Skip to content

安装 Slurm 和 OpenMPI

  • Slurm: A highly scalable cluster management and job scheduling system.
  • OpenMPI: A high-performance message passing library.
  • OS: Ubuntu 22.04 LTS
  • Slurm Version: 21.08
  • Shared Directory: /shared_workdir (NFS)
  • Nodes:
    • slurmmaster (192.168.120.133): Controller Node
    • slurm1 (192.168.120.131): Compute Node
    • slurm2 (192.168.120.132): Compute Node

Perform these steps on all nodes (Master and Clients).
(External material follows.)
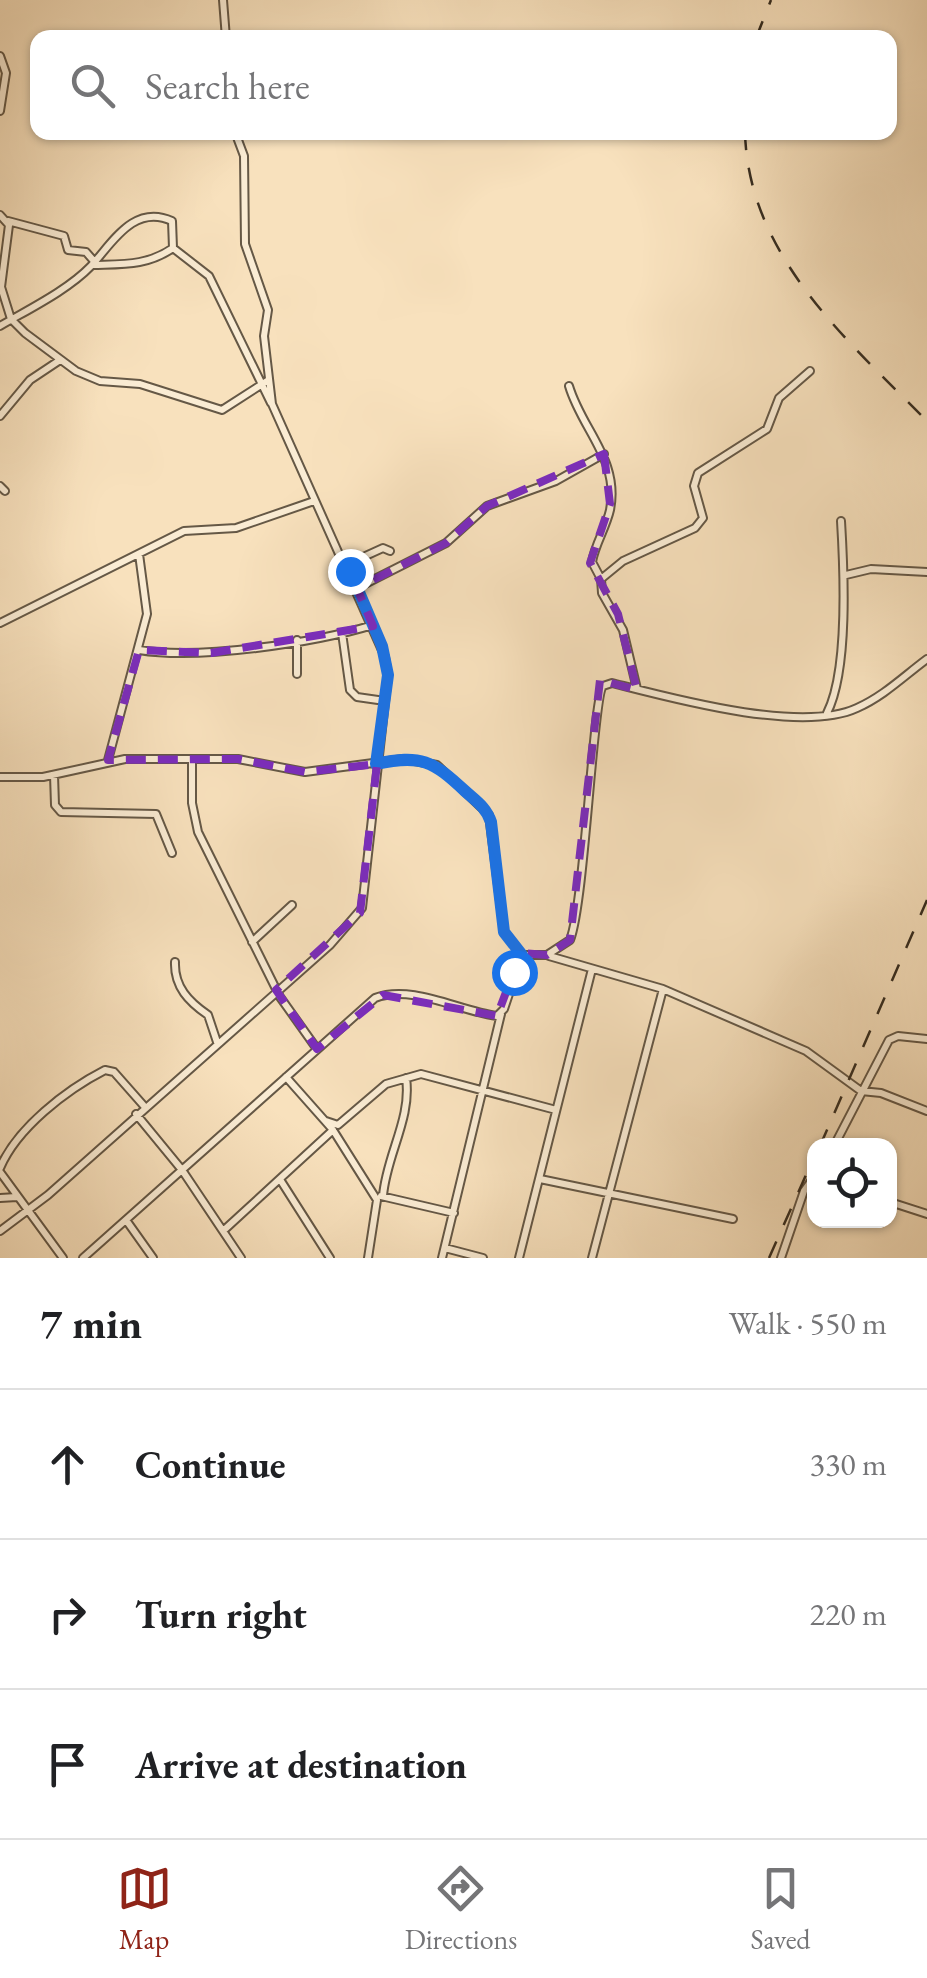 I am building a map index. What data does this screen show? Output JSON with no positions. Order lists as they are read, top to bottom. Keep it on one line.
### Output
{"page":{"search":"Search here","heading":["7 min","Walk · 550 m"],"list":[["Continue","330 m"],["Turn right","220 m"],"Arrive at destination"],"nav":["Map","Directions","Saved"]}} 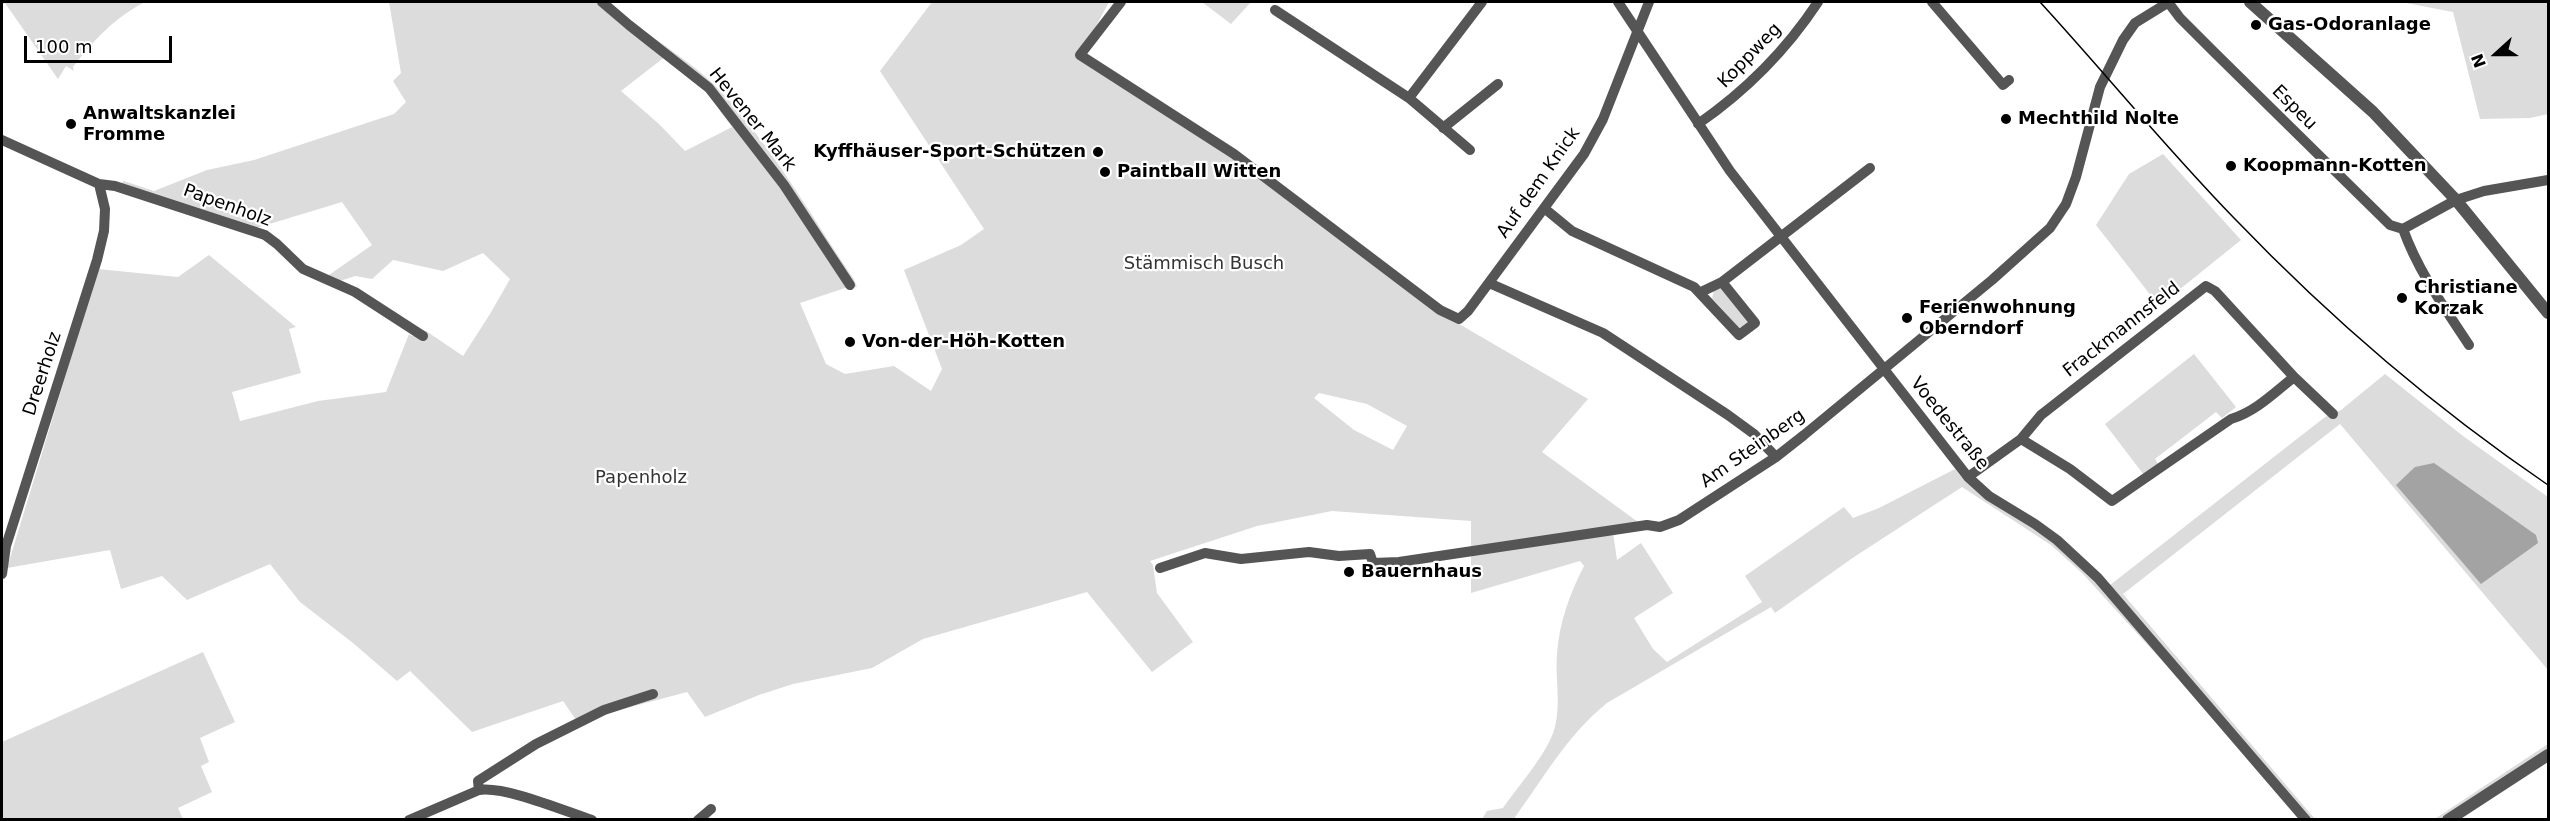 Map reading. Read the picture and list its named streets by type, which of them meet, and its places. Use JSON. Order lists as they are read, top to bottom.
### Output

Edit /etc/hosts to ensure all nodes can resolve each other by name.

192.168.120.133 slurmmaster
192.168.120.131 slurm1
192.168.120.132 slurm2

Generate SSH keys on all nodes.

Terminal window
sudo ssh-keygen -t rsa
  1. Set Root Password:
    Terminal window
    sudo passwd root
  2. Configure SSH: Edit /etc/ssh/sshd_config and set:
    PermitRootLogin yes
  3. Restart SSH:
    Terminal window
    sudo systemctl restart sshd

3. Master Node Configuration (slurmmaster)

Section titled “3. Master Node Configuration (slurmmaster)”

Perform these steps only on the Master Node.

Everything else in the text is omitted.